As the Cabinet reconvenes in Chequers after the summer recess, the preparations for Brexit are top of the agenda. Yet amongst all the various options being considered by government ministers, there is one critical aspect of Britain’s disengagement from the European Union which has barely figured at all in the official debate – the impact on Northern Ireland and the Irish Republic.
Such an omission is a symptom of the parochial insularity characterising the Tory right’s drive for Brexit, and is of a piece with Westminster’s historically disdainful attitude towards Ireland.
A history of after-thoughts
The political historians Alistair B. Cooke and John Vincent once wrote in their study of the Home Rule crisis of the 1880s that the “Irish policies of British governments at Westminster cannot be explained in terms of Irish circumstances. They must be explained in terms of parliamentary combinations.”
In other words, domestic British politics trumps whatever impact Westminster policy may have across the Irish Sea. This was true of their immediate subject, and it was an analysis confirmed for the subsequent 1910-1914 Home Rule crisis in a more recent study, Ronan Fanning’s Fatal Path.
As summed up by one reviewer, Fanning established that for Asquith and Lloyd George “the essential issue…was never Ireland but was, rather, their own party advantage and, above all, their personal career advantage. Both had to spend more time calculating the consequences of their policies for internal British politics, and their own positions, than for Anglo-Irish relations.”
The same indictment applies to the Tories who, by instrumentalising Ulster Protestant resistance to Home Rule (playing “the Orange Card” in the infamous words of Lord Randolph Churchill), brought Ireland to the brink of civil war in order to destroy their Liberal rivals.

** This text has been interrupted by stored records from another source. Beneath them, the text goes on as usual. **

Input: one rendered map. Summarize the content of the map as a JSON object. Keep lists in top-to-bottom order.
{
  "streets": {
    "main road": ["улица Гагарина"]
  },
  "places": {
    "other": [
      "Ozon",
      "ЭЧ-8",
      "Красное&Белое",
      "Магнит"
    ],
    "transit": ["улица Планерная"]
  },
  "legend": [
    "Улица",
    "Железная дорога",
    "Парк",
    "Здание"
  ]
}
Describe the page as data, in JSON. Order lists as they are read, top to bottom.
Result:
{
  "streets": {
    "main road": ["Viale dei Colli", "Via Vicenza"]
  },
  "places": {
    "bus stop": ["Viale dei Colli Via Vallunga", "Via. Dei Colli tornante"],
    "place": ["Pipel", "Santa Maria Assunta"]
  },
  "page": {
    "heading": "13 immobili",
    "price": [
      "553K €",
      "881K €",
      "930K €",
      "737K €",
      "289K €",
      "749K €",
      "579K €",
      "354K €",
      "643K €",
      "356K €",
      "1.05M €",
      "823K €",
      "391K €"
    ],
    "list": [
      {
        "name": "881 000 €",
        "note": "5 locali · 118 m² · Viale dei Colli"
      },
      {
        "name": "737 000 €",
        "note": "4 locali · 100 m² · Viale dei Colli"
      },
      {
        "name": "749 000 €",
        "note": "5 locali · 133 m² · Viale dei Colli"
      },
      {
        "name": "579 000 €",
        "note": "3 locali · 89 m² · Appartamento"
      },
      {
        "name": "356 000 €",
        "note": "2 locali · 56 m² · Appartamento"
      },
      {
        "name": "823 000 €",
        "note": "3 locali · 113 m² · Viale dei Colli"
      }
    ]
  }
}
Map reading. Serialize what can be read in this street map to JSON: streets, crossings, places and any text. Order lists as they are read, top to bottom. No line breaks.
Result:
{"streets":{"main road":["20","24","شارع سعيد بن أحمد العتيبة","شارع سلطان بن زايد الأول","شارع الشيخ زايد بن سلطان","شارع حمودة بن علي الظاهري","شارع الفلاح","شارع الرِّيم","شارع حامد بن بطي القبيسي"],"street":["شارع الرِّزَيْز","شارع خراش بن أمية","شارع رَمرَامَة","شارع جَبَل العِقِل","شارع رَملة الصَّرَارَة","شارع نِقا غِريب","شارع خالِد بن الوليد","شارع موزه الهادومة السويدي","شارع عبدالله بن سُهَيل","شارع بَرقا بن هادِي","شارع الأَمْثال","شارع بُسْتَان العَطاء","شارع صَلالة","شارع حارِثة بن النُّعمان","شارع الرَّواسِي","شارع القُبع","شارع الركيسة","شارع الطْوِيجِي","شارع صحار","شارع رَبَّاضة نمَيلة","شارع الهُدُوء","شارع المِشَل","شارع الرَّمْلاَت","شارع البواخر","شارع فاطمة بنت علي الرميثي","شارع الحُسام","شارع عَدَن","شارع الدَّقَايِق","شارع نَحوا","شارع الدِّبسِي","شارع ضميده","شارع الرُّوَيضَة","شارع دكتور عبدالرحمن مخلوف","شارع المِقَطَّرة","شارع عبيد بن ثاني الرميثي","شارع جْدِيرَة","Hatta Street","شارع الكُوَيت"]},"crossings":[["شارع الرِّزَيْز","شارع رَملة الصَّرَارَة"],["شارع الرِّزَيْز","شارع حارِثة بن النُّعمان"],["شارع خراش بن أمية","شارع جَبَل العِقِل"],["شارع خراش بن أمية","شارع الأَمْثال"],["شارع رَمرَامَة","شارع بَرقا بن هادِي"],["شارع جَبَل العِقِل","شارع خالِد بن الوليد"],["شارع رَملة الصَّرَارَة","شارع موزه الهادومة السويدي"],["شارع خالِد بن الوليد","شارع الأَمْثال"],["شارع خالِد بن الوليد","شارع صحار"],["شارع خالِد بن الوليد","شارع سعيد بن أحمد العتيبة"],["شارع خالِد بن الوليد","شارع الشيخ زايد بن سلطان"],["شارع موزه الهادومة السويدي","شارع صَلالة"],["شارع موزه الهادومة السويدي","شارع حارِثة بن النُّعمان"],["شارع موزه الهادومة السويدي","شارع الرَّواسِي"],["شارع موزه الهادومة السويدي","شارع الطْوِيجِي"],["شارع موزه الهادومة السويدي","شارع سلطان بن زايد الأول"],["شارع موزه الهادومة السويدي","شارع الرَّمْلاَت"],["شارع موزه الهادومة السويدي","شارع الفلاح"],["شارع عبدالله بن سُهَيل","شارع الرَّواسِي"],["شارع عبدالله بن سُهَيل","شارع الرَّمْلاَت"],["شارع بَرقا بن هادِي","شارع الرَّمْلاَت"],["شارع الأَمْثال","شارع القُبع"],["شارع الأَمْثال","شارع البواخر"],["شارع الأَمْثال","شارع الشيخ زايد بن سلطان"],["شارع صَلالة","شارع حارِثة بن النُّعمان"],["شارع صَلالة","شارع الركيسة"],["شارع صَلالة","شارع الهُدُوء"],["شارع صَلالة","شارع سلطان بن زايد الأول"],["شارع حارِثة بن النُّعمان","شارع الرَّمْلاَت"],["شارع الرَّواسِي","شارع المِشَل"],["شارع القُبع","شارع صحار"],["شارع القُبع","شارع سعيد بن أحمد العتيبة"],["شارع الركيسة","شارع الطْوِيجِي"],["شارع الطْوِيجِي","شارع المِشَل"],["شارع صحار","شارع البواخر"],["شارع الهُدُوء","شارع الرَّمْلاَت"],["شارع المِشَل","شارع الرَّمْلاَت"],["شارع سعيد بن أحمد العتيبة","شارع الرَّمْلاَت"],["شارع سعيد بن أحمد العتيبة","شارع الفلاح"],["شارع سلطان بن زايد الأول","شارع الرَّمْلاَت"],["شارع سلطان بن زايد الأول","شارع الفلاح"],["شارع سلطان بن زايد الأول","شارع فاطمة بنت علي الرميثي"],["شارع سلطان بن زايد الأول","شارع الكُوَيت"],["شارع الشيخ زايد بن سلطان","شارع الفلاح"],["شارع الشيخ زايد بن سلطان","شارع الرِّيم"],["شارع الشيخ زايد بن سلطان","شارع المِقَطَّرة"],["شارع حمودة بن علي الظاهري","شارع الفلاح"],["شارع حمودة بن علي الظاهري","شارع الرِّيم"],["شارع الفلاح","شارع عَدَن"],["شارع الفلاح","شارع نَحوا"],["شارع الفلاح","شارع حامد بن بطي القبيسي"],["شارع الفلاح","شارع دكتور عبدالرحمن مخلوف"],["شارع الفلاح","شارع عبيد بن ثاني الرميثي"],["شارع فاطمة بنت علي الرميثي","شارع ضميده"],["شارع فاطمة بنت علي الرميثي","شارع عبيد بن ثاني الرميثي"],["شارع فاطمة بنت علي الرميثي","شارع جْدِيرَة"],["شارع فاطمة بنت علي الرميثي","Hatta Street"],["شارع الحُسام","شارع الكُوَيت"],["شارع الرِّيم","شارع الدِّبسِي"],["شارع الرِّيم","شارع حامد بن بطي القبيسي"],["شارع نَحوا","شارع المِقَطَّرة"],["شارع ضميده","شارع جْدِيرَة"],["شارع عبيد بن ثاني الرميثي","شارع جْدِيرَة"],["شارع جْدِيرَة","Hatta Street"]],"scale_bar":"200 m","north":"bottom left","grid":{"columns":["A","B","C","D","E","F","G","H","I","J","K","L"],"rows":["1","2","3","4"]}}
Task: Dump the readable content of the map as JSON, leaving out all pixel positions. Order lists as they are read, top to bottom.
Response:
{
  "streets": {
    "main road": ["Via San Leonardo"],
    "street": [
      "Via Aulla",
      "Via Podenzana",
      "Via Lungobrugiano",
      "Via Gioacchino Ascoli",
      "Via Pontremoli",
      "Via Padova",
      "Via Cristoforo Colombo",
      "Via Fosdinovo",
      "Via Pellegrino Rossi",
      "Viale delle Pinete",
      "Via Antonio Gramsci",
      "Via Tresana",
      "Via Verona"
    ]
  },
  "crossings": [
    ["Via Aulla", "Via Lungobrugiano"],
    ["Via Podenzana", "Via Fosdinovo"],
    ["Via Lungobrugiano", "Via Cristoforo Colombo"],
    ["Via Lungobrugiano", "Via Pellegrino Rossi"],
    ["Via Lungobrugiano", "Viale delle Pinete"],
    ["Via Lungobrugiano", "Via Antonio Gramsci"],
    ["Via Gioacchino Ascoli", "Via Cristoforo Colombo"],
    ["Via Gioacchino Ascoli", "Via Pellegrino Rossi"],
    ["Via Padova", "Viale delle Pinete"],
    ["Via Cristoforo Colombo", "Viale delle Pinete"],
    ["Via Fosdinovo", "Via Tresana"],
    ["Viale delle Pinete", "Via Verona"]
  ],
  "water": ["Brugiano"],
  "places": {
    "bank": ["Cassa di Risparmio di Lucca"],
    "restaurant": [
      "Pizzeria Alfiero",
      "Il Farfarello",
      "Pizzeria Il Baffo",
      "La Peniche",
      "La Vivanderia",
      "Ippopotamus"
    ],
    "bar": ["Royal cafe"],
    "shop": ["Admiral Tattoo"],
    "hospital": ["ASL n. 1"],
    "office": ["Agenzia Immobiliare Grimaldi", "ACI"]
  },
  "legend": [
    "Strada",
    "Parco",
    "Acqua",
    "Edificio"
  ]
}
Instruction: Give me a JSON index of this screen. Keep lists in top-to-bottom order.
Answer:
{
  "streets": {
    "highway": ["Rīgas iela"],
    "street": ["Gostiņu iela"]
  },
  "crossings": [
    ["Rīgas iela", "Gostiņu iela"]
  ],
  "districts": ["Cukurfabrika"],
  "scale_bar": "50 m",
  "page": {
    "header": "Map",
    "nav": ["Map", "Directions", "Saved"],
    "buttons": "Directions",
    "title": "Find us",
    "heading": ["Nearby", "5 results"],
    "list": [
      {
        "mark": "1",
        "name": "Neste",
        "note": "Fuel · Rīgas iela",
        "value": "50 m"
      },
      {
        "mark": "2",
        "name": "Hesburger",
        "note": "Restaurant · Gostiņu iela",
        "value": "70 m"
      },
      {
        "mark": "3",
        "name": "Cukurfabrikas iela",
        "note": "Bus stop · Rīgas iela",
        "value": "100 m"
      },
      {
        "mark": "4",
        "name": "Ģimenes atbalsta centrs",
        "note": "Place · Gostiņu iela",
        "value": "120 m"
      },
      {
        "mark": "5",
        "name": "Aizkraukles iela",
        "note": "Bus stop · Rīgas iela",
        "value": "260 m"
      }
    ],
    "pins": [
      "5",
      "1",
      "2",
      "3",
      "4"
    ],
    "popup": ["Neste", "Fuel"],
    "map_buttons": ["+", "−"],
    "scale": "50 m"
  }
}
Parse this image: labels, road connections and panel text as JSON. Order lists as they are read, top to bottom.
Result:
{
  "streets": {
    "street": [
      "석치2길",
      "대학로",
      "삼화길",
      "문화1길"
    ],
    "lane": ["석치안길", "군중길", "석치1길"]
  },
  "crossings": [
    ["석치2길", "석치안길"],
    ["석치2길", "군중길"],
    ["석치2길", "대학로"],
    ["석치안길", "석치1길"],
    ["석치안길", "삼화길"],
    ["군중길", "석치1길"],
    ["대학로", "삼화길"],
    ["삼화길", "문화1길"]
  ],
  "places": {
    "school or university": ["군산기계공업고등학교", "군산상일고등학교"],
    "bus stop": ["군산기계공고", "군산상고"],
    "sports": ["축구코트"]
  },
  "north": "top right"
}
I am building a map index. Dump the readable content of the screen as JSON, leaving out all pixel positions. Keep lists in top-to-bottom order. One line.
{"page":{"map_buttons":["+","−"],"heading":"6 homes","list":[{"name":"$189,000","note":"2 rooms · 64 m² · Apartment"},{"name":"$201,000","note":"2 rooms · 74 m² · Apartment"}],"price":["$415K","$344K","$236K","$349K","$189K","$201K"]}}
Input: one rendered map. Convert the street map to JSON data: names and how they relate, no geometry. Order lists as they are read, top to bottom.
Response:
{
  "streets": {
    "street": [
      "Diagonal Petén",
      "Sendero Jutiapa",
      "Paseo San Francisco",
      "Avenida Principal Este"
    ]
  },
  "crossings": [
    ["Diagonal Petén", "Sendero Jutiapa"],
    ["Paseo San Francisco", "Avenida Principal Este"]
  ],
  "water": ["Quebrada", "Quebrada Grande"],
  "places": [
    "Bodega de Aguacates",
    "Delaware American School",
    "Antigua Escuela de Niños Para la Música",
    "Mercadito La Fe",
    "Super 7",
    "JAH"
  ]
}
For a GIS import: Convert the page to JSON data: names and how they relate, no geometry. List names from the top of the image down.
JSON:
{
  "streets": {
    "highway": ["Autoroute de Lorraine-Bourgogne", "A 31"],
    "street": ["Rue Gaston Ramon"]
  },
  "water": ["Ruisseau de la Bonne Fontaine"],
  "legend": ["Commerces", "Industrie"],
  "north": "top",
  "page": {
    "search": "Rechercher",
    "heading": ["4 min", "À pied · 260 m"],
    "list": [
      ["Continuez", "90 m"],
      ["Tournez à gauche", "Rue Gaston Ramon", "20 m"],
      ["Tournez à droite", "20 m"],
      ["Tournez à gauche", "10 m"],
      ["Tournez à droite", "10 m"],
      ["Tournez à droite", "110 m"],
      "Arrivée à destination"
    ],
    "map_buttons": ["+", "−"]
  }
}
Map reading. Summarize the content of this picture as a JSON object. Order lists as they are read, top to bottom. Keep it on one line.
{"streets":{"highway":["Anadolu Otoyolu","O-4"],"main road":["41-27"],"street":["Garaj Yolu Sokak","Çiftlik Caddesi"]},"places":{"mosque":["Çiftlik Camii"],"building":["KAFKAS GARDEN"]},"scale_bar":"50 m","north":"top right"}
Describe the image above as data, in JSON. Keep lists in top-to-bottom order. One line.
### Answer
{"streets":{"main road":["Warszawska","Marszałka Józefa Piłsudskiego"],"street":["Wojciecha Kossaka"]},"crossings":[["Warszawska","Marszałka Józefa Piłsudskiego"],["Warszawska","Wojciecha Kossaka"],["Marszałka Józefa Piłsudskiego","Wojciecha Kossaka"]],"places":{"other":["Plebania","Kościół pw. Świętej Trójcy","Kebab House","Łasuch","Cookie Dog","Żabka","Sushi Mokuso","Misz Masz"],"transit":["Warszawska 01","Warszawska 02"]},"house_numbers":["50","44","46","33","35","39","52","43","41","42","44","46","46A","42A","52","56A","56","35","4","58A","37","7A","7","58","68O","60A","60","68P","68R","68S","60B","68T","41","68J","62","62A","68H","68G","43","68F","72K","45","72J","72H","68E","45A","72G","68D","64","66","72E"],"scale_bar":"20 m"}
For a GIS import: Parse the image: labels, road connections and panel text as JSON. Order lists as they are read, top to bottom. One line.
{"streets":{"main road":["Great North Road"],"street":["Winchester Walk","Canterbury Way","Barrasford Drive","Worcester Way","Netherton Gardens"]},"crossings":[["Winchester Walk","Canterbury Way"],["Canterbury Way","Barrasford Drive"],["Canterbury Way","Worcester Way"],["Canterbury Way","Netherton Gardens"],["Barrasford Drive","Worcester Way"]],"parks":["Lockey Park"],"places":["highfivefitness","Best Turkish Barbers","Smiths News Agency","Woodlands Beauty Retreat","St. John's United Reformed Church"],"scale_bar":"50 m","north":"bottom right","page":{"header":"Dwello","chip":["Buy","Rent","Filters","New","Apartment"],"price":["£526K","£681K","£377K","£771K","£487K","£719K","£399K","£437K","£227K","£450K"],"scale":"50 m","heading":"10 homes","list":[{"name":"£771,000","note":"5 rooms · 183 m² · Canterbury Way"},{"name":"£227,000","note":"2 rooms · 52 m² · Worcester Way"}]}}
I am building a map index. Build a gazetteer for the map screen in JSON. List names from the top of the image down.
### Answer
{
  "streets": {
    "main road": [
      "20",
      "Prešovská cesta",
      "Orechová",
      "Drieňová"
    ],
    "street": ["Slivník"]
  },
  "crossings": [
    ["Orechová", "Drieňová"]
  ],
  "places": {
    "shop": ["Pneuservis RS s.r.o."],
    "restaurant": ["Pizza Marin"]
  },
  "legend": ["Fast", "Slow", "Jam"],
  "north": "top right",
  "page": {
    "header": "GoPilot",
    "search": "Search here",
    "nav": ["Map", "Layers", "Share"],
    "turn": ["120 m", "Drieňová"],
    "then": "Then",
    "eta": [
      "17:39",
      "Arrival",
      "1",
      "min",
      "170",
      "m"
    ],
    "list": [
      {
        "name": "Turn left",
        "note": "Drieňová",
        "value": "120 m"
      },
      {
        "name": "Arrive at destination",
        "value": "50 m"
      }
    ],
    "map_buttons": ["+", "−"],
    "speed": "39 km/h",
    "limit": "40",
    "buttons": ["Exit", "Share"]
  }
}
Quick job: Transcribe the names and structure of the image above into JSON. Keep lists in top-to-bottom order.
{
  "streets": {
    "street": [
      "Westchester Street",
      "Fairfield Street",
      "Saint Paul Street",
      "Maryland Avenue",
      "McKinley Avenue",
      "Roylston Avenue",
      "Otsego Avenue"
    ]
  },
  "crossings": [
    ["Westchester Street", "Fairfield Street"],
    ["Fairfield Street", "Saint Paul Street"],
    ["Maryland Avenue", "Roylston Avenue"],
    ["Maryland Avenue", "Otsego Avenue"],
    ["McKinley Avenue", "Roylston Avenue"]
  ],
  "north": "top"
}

These events have been prominent in the public consciousness in Ireland during the “decade of centenaries” and in this year especially, one hundred years after the Easter Rising.
Though the stakes are not of the same magnitude, now too can the Tory Party be accused of treating Ireland as an after-thought. The gamble of a European referendum that showed scant regard for the consequences of exit for decades of careful conflict resolution.
The 56 per centers
The new Prime Minister, Theresa May, treads a treacherous, though hopefully not fatal, path as she deals with the fall-out of the European referendum for Northern Ireland and the Irish Republic.
During the referendum, the then Secretary of State, Theresa Villiers, took a Leave position, even as the Irish government and most of the North’s political parties warned it would be disastrous. Her position was unsustainable after 56 per cent of Northern Ireland and a clear majority of its parliamentary constituencies voted for Remain, and she has been replaced by the pro-Remain May ally James Brokenshire.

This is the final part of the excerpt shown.